Problem statement ▸
Nothing but the lines from the one with "Annotate the street" through the last line of the entries below should appear in the copy, please, and no pictures.
*** Data for review ***
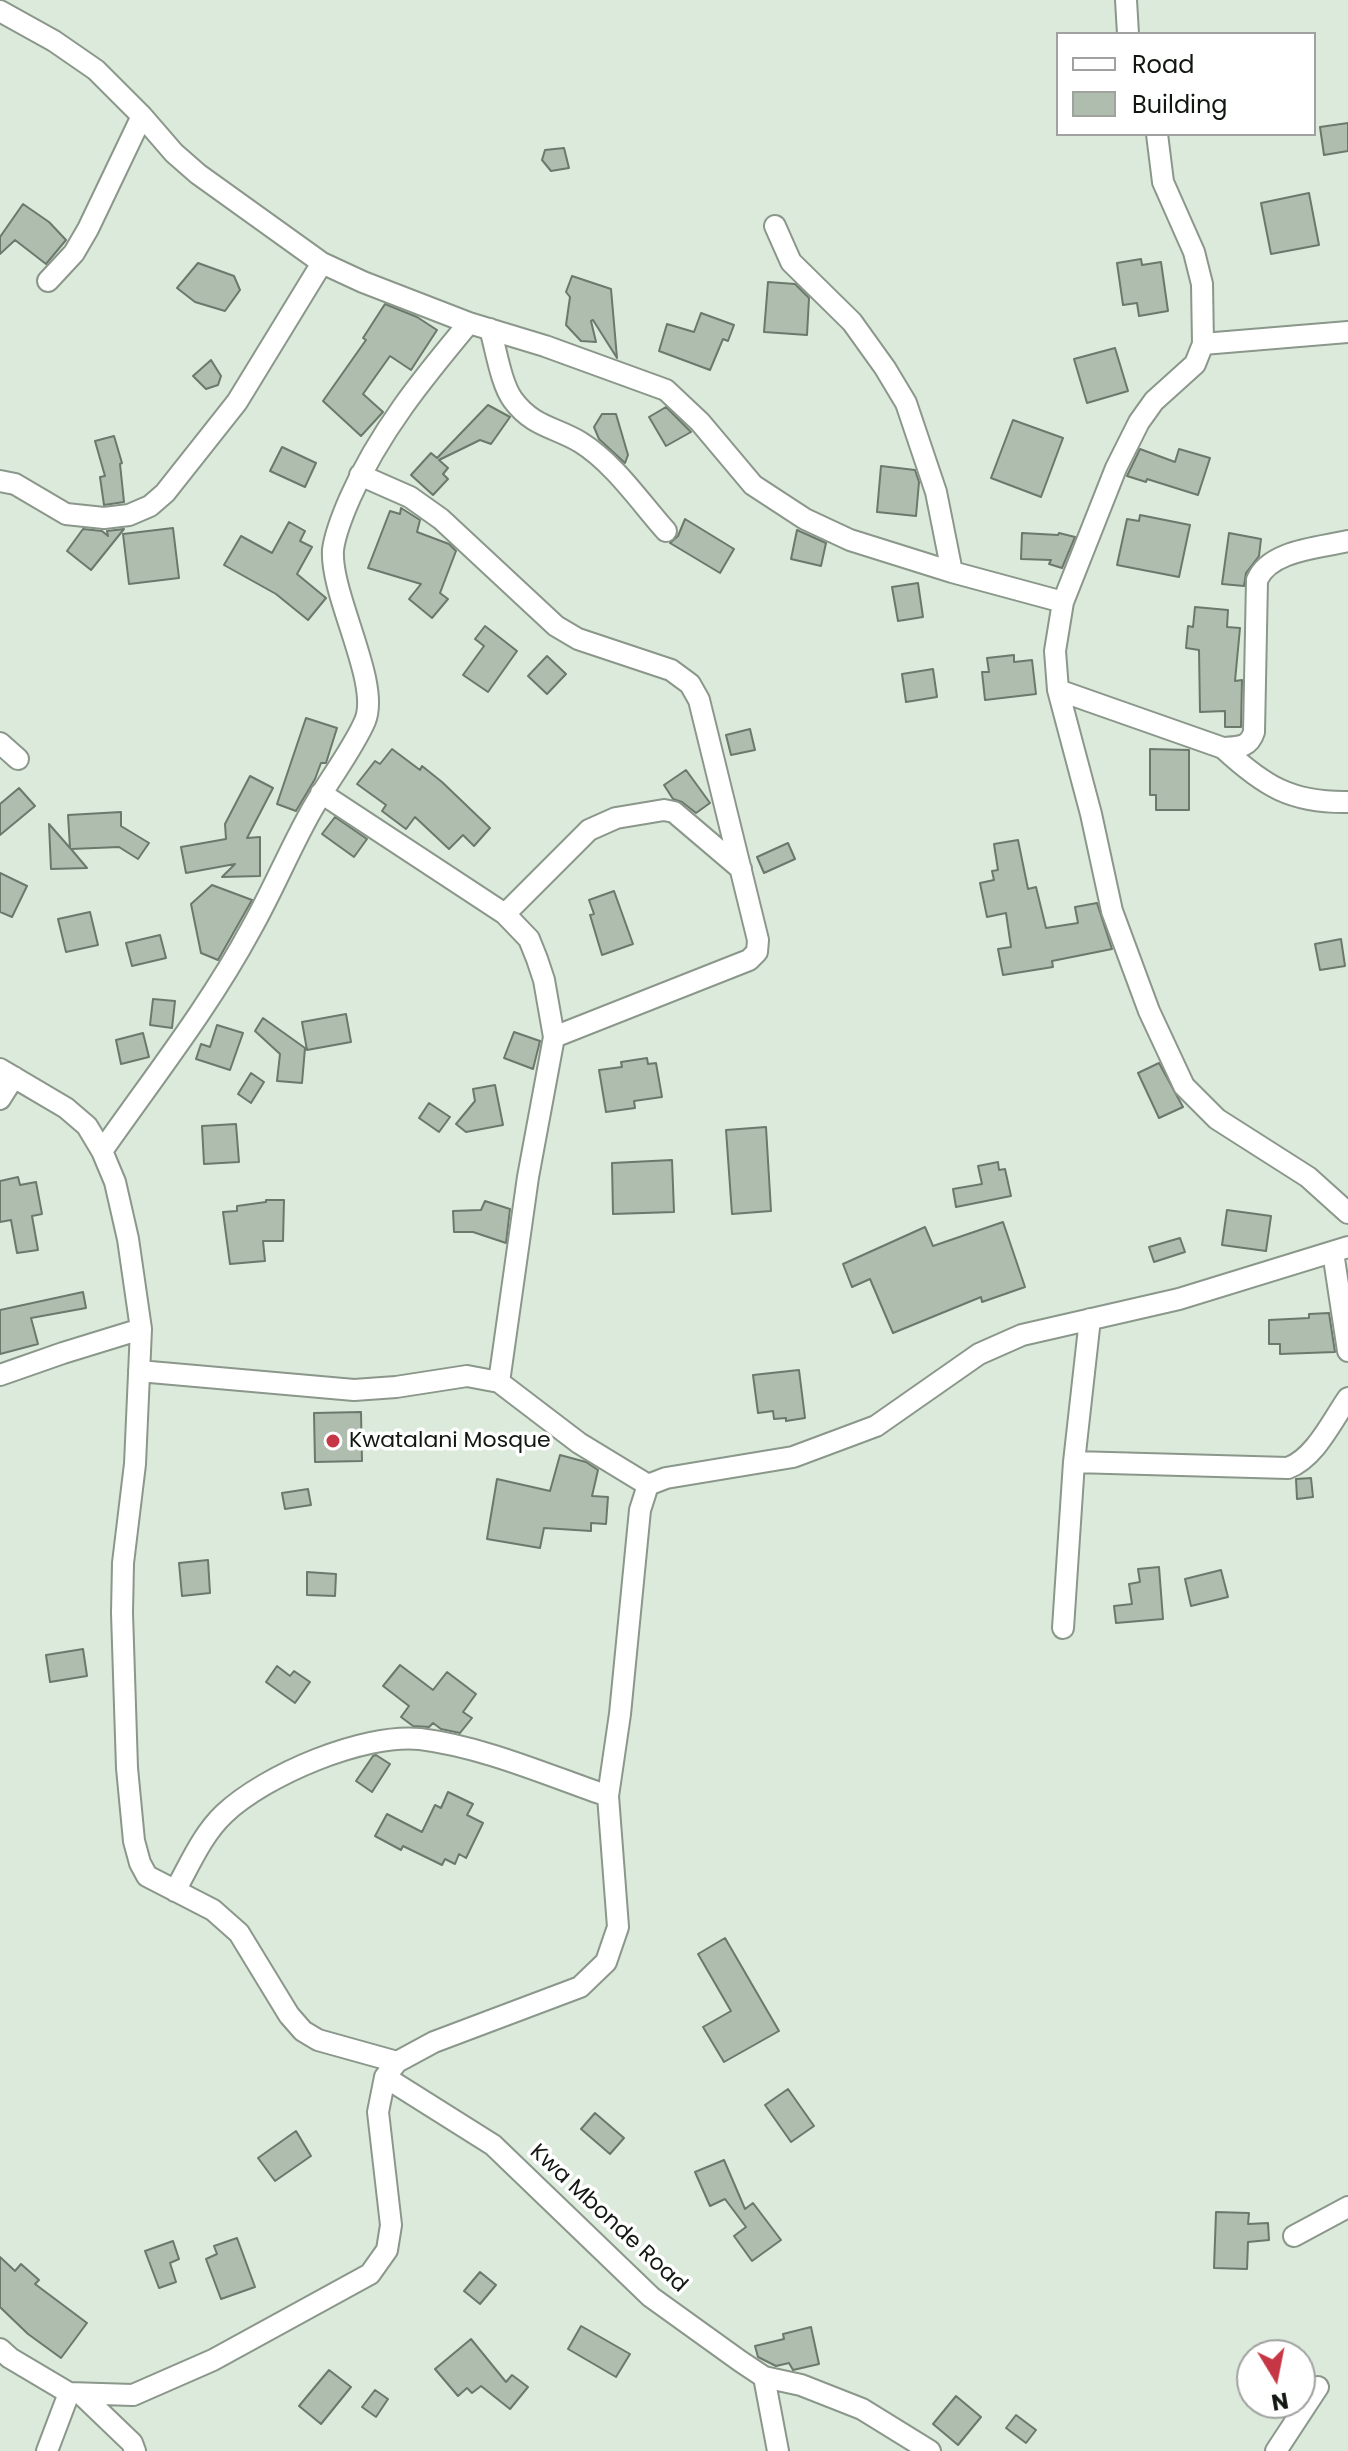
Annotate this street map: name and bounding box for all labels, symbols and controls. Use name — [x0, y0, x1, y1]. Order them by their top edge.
legend — [1056, 32, 1316, 136]
text: Road — [1132, 48, 1194, 81]
text: Building — [1132, 88, 1228, 121]
place label: Kwatalani Mosque — [349, 1428, 551, 1454]
marker: Kwatalani Mosque — [324, 1432, 342, 1450]
street label: Kwa Mbonde Road — [524, 2139, 692, 2299]
north arrow — [1236, 2339, 1316, 2419]
text: N — [1269, 2384, 1291, 2418]

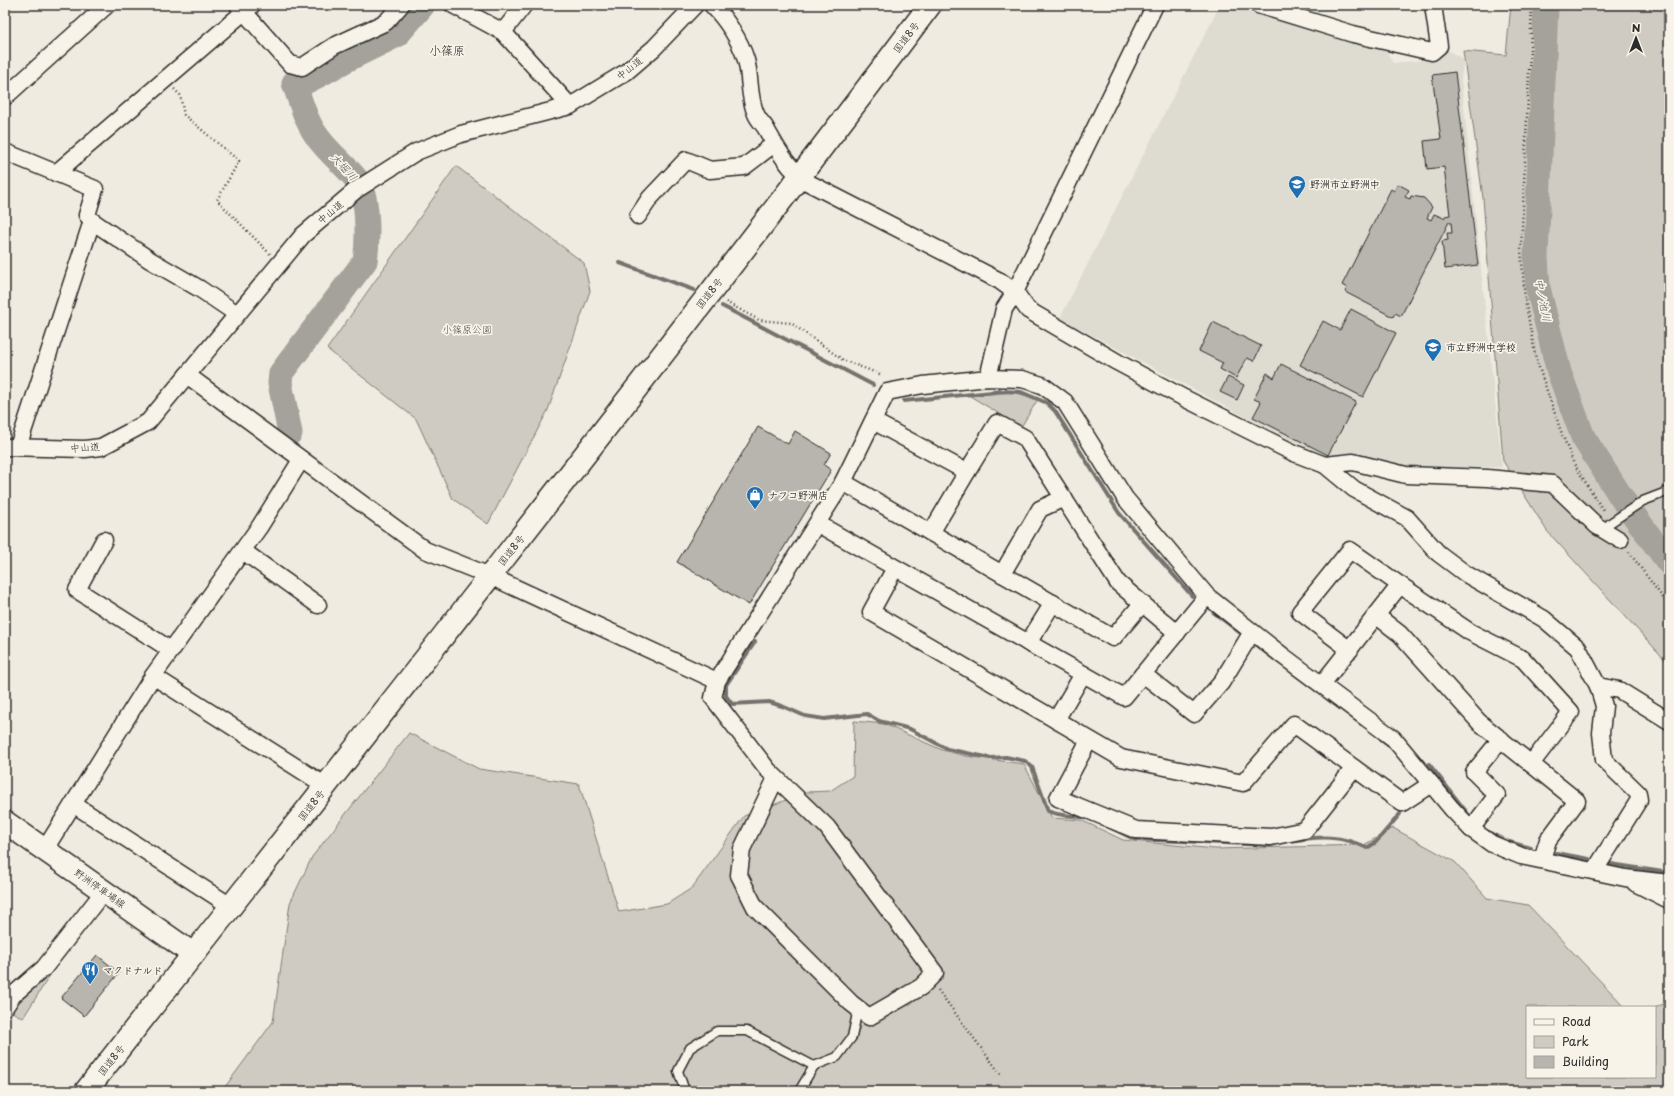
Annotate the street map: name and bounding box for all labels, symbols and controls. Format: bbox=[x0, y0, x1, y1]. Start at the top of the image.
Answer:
street label: 国道8号 bbox=[889, 18, 922, 56]
north arrow bbox=[1616, 18, 1656, 58]
text: N bbox=[1632, 19, 1641, 36]
district label: 小篠原 bbox=[429, 41, 465, 59]
street label: 中山道 bbox=[612, 52, 645, 83]
water label: 大堀川 bbox=[327, 149, 362, 185]
school or university icon: 野洲市立野洲中 bbox=[1287, 174, 1307, 199]
place label: 野洲市立野洲中 bbox=[1310, 176, 1380, 191]
street label: 中山道 bbox=[313, 196, 346, 227]
street label: 国道8号 bbox=[692, 274, 726, 312]
water label: 中ノ池川 bbox=[1531, 277, 1556, 323]
park label: 小篠原公園 bbox=[442, 321, 492, 336]
school or university icon: 市立野洲中学校 bbox=[1423, 337, 1443, 362]
place label: 市立野洲中学校 bbox=[1446, 339, 1516, 354]
street label: 中山道 bbox=[69, 438, 100, 455]
shop icon: ナフコ野洲店 bbox=[745, 485, 765, 510]
place label: ナフコ野洲店 bbox=[768, 487, 828, 502]
street label: 国道8号 bbox=[494, 531, 528, 569]
street label: 国道8号 bbox=[294, 786, 328, 824]
street label: 野洲停車場線 bbox=[71, 864, 129, 911]
restaurant icon: マクドナルド bbox=[80, 960, 100, 985]
place label: マクドナルド bbox=[103, 962, 163, 977]
legend bbox=[1526, 1006, 1656, 1078]
text: Road bbox=[1562, 1012, 1591, 1030]
text: Park bbox=[1562, 1032, 1589, 1050]
street label: 国道8号 bbox=[94, 1041, 128, 1079]
text: Building bbox=[1562, 1052, 1609, 1070]

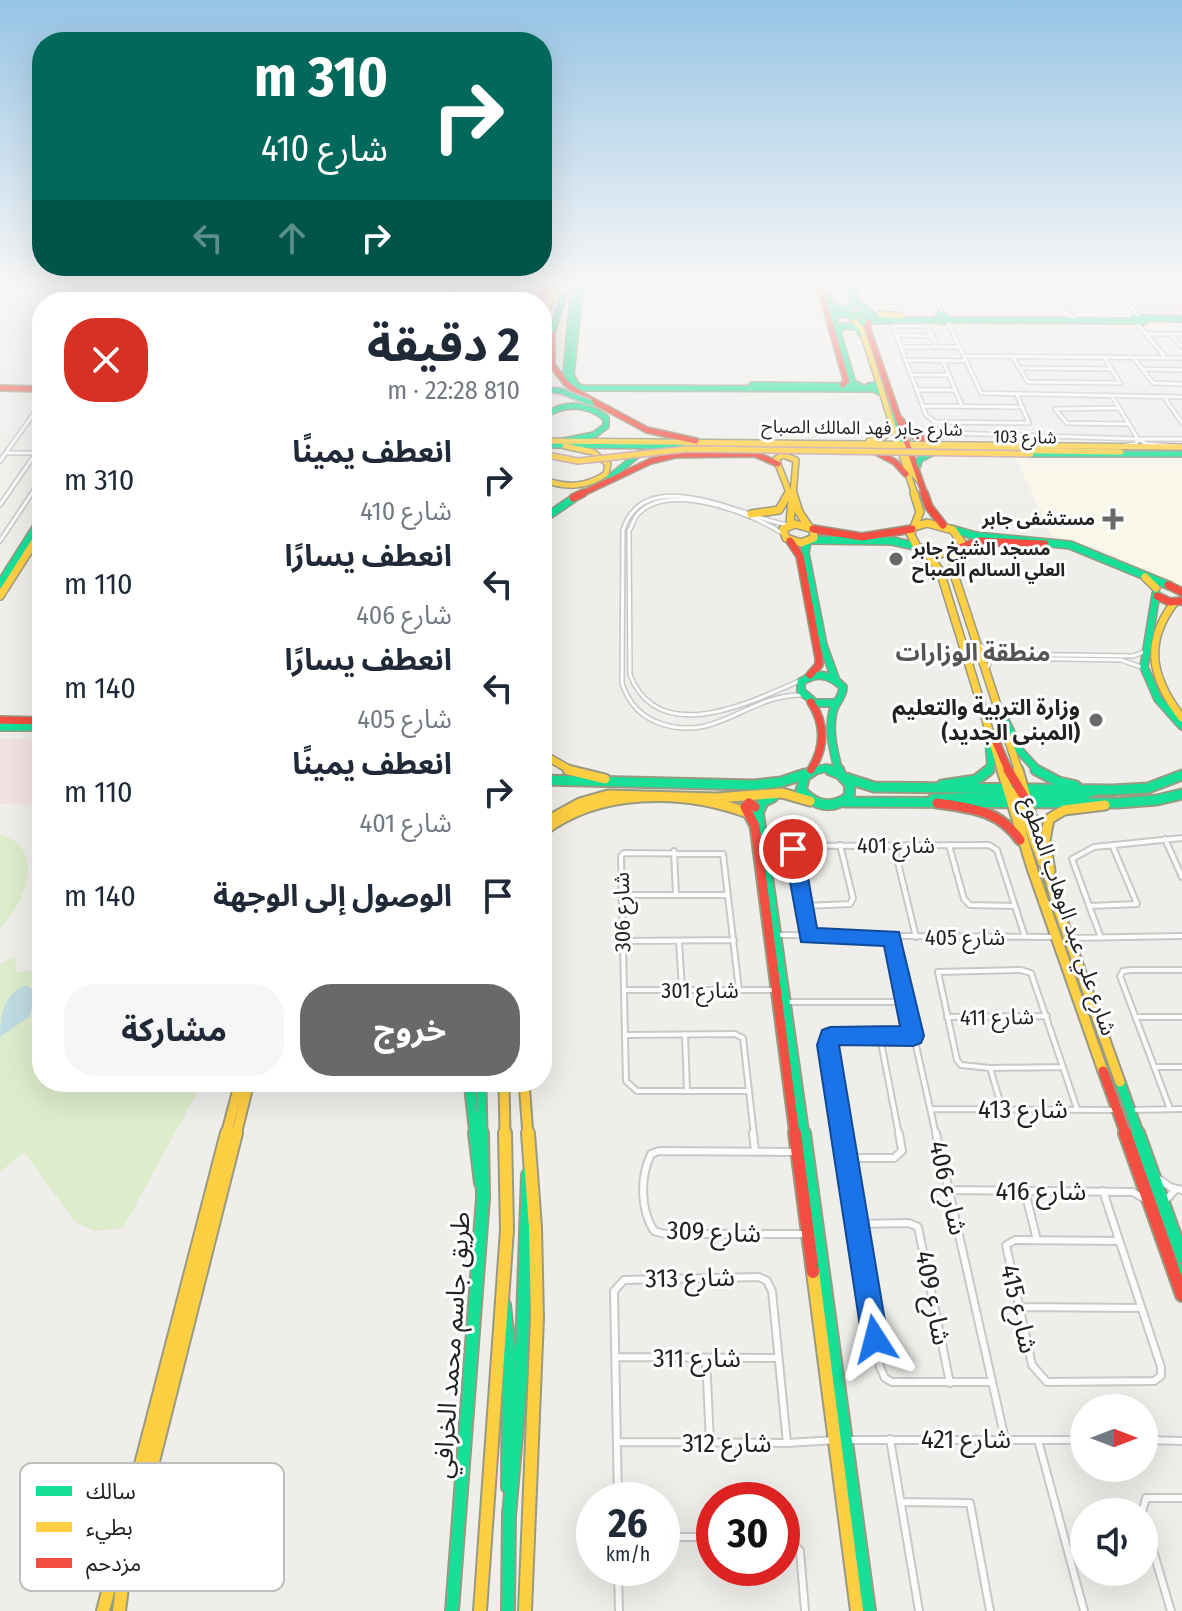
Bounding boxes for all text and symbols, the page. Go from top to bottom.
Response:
*** End of Data for review ***
Reply to the exercise ▸
Annotate the street map: name and bounding box for all labels, symbols and controls. Format: bbox=[x0, y0, x1, y1]. Start at the top of the image.
Answer:
street label: 国道8号 bbox=[889, 18, 922, 56]
north arrow bbox=[1616, 18, 1656, 58]
text: N bbox=[1632, 19, 1641, 36]
district label: 小篠原 bbox=[429, 41, 465, 59]
street label: 中山道 bbox=[612, 52, 645, 83]
water label: 大堀川 bbox=[327, 149, 362, 185]
school or university icon: 野洲市立野洲中 bbox=[1287, 174, 1307, 199]
place label: 野洲市立野洲中 bbox=[1310, 176, 1380, 191]
street label: 中山道 bbox=[313, 196, 346, 227]
street label: 国道8号 bbox=[692, 274, 726, 312]
water label: 中ノ池川 bbox=[1531, 277, 1556, 323]
park label: 小篠原公園 bbox=[442, 321, 492, 336]
school or university icon: 市立野洲中学校 bbox=[1423, 337, 1443, 362]
place label: 市立野洲中学校 bbox=[1446, 339, 1516, 354]
street label: 中山道 bbox=[69, 438, 100, 455]
shop icon: ナフコ野洲店 bbox=[745, 485, 765, 510]
place label: ナフコ野洲店 bbox=[768, 487, 828, 502]
street label: 国道8号 bbox=[494, 531, 528, 569]
street label: 国道8号 bbox=[294, 786, 328, 824]
street label: 野洲停車場線 bbox=[71, 864, 129, 911]
restaurant icon: マクドナルド bbox=[80, 960, 100, 985]
place label: マクドナルド bbox=[103, 962, 163, 977]
legend bbox=[1526, 1006, 1656, 1078]
text: Road bbox=[1562, 1012, 1591, 1030]
text: Park bbox=[1562, 1032, 1589, 1050]
street label: 国道8号 bbox=[94, 1041, 128, 1079]
text: Building bbox=[1562, 1052, 1609, 1070]

Bounding boxes for all text and symbols, the page. Go from top to bottom.
Response:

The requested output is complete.